Additionally, that Permian oil comes with a huge side of associated natural gas. Mexico is a big beneficiary of this. The country is increasingly using cheap natural gas for both electricity and feedstock for manufacturing goods such as chemicals. Again, the more Texas produces, the more Mexico will win, particularly as additional pipelines come into service. Regardless of all noise from President Donald Trump, Mexico and the U.S. have a new trade agreement in place, and economic relations between the two countries continue to deepen. That’s bullish for EWW in coming months and years. As the trade war weakens other American relationships, the partnership with Mexico becomes more important.
Bottom Line on EWW ETF
While EWW, the Mexican fund, was my pick for the best ETFs of the year, there are plenty of individual companies to look at as well.

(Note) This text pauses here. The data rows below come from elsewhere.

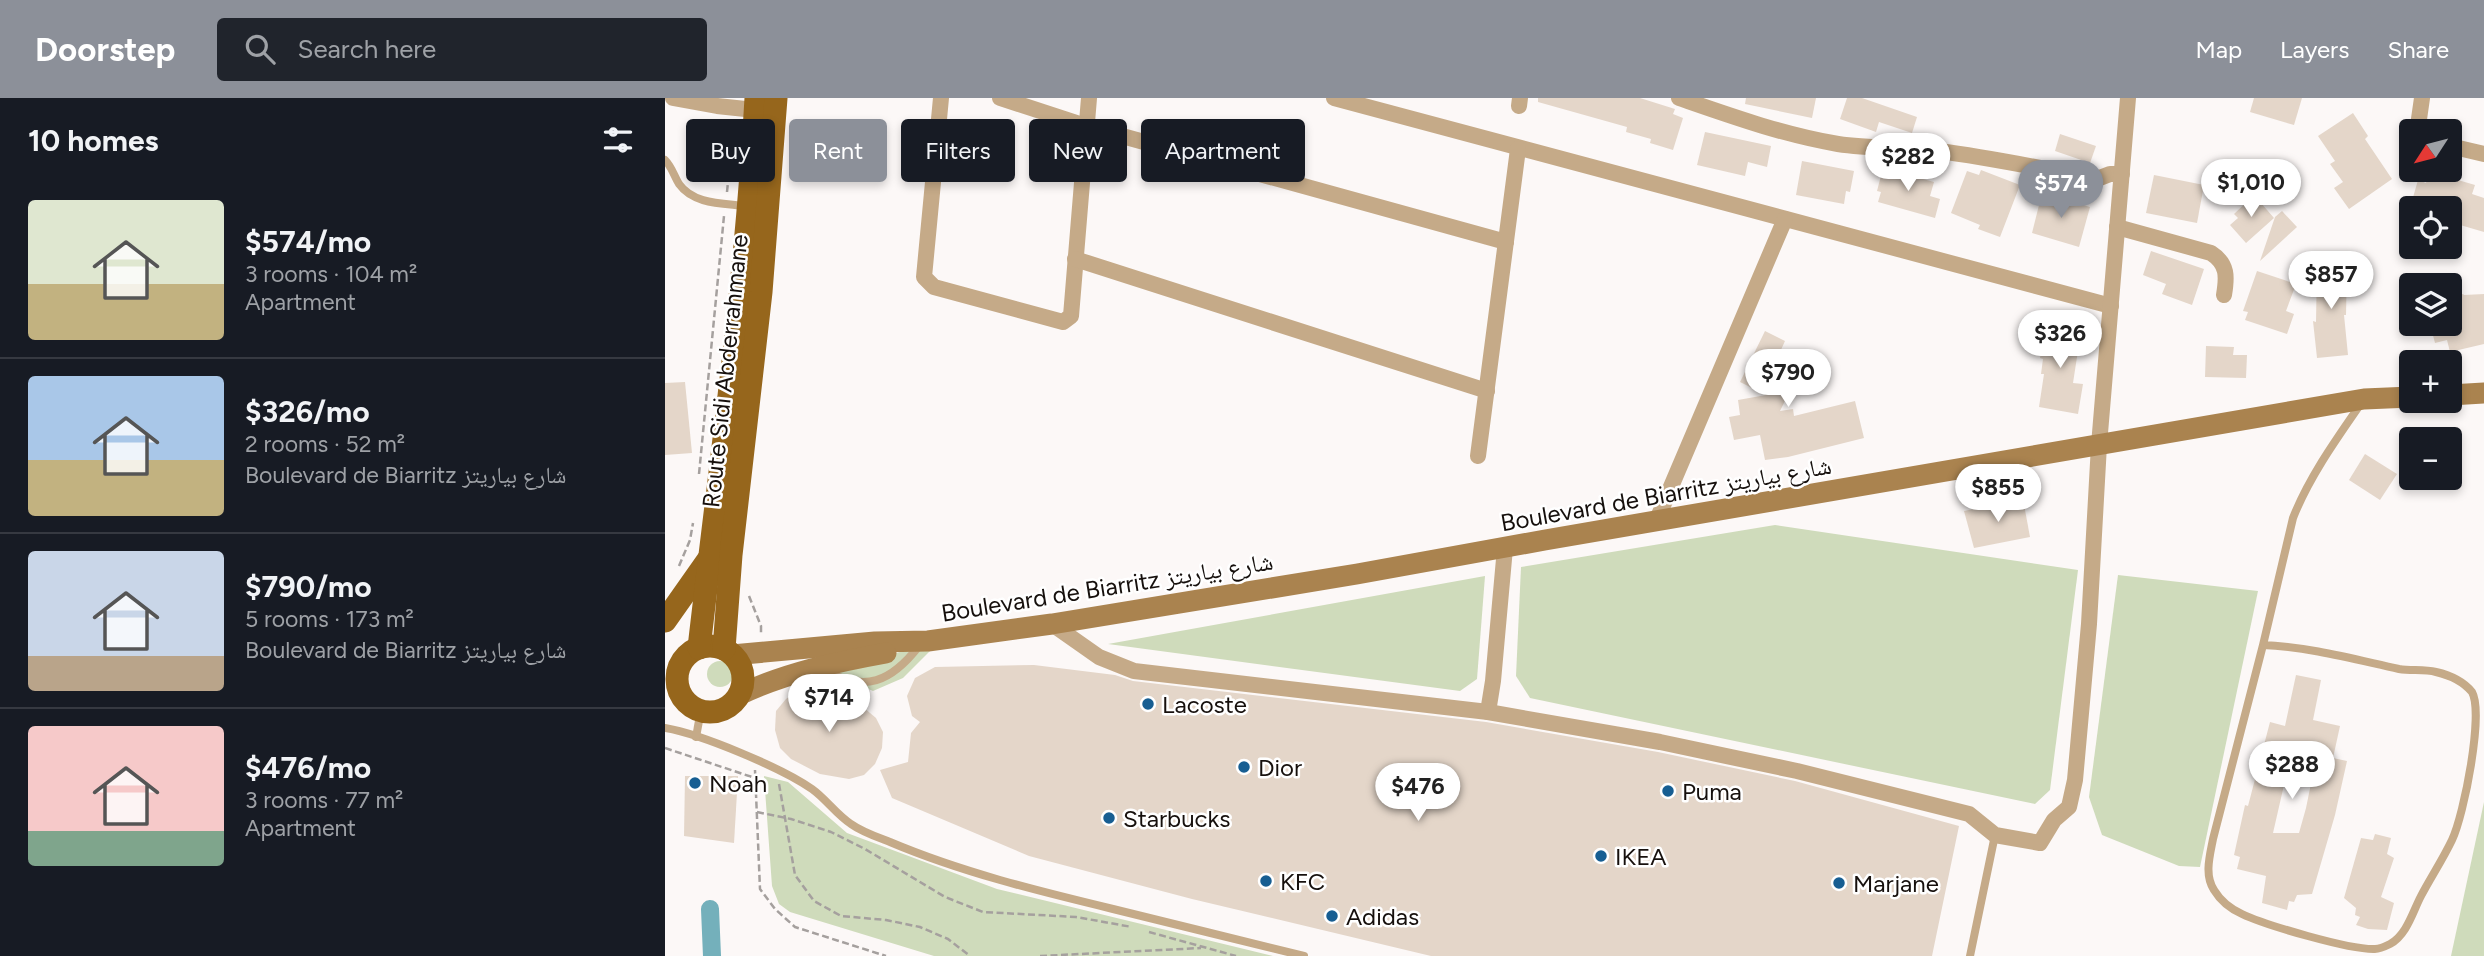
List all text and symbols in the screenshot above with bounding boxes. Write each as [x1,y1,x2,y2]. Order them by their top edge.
search box [217,18,707,81]
text: Doorstep [35,30,175,69]
icon: search [241,30,279,68]
text: Search here [297,33,436,65]
text: Map [2195,35,2242,64]
text: Layers [2280,35,2349,64]
text: Share [2387,35,2449,64]
chip: Buy [686,119,775,182]
chip: Rent [789,119,887,182]
chip: Filters [901,119,1015,182]
chip: New [1029,119,1127,182]
chip: Apartment [1141,119,1305,182]
north arrow [2399,119,2462,182]
map controls [2399,119,2462,490]
icon: filters [599,121,637,159]
text: 10 homes [28,122,159,159]
pin: $282 [1867,134,1949,193]
text: $282 [1881,142,1935,170]
pin: $1,010 [2194,159,2308,219]
pin: $574 [2020,160,2102,220]
text: $1,010 [2217,168,2285,196]
text: $574 [2034,169,2088,197]
button: locate [2399,196,2462,259]
text: $574/mo [245,223,371,260]
icon: home [84,228,168,312]
street label: Route Sidi Abderrahmane [696,233,754,509]
pin: $857 [2290,252,2372,311]
text: 3 rooms · 104 m² [245,260,417,288]
text: $857 [2305,260,2357,288]
button: layers [2399,273,2462,336]
text: Apartment [245,288,356,316]
pin: $326 [2019,310,2101,370]
text: $326 [2034,319,2086,347]
pin: $790 [1747,350,1829,409]
button: + [2399,350,2462,413]
text: $790 [1761,358,1815,386]
text: $326/mo [245,393,370,430]
icon: home [84,404,168,488]
button: − [2399,427,2462,490]
text: 2 rooms · 52 m² [245,430,405,458]
street label: Boulevard de Biarritz شارع بياريتز [1498,451,1834,538]
text: Boulevard de Biarritz شارع بياريتز [245,461,566,489]
pin: $855 [1957,464,2039,524]
text: $855 [1971,473,2025,501]
street label: Boulevard de Biarritz شارع بياريتز [939,546,1275,629]
text: $790/mo [245,568,372,605]
icon: home [84,579,168,663]
text: 5 rooms · 173 m² [245,605,414,633]
text: Boulevard de Biarritz شارع بياريتز [245,636,566,664]
pin: $714 [788,674,870,734]
text: $714 [804,683,854,711]
place label: Lacoste [1162,690,1247,719]
marker: Lacoste [1140,696,1156,712]
pin: $288 [2251,742,2333,801]
text: $476/mo [245,749,371,786]
text: $288 [2265,750,2319,778]
place label: Dior [1258,753,1302,782]
icon: home [84,754,168,838]
marker: Dior [1236,759,1252,775]
pin: $476 [1377,764,1459,823]
place label: Noah [709,769,767,798]
text: $476 [1391,772,1445,800]
marker: Noah [687,775,703,791]
place label: Puma [1682,777,1742,806]
marker: Puma [1660,783,1676,799]
text: 3 rooms · 77 m² [245,786,403,814]
place label: Starbucks [1123,804,1230,833]
marker: Starbucks [1101,810,1117,826]
text: Apartment [245,814,356,842]
place label: IKEA [1615,842,1667,871]
marker: IKEA [1593,848,1609,864]
place label: KFC [1280,867,1325,896]
place label: Marjane [1853,869,1939,898]
marker: KFC [1258,873,1274,889]
marker: Marjane [1831,875,1847,891]
place label: Adidas [1346,902,1419,931]
marker: Adidas [1324,908,1340,924]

The Mexican airport operators, for example, are booming. Grupo Aeroportuario del Centro Norte (NASDAQ:OMAB) is showing tremendous traffic growth. It manages airports in Mexico’s industrial north which is surging thanks to the new trade deal. Meanwhile Grupo Aeroportuario del Pacifico (NYSE:PAC) is surging as well. It owns both touristy airports such as Puerto Vallarta and Mexico’s airport in Guadalajara, which is the country’s second-biggest city. OMAB stock and PAC stock have surged 17% and 14% this year, easily topping the EWW index.
Two more conservative Mexican stocks of interest come from the Femsa family. Fomento Economico Mexicano (NYSE:FMX) operates more than 15,000 convenience stores. It also runs pharmacies, gas stations and other retailers. This makes it a great play on the emerging middle class in Mexico. Femsa also owns half of Coca-Cola Femsa (NYSE:KOF) which is the largest Coca-Cola (NYSE:KO) bottler in Latin America. KOF stock is down nearly two-thirds from its highs earlier this decade. However, the core business remains strong and shares should rally once political concerns in Latin America diminish.
Whether you own individual Mexican stocks or the EWW ETF, the future is bright. Mexican shares have rallied sharply in September. But they are still down from their peaks earlier this decade. That leaves lots of upside ahead. Mexico’s new government is populist, yes, but it hasn’t been a big threat to investors.
Meanwhile the economy is reasonably healthy, and there’s plenty of room for stimulus going forward. Closer ties with the U.S. will boost employment and provide cheap energy in coming years. For patient investors, there’s a lot to like about EWW and Mexican assets here.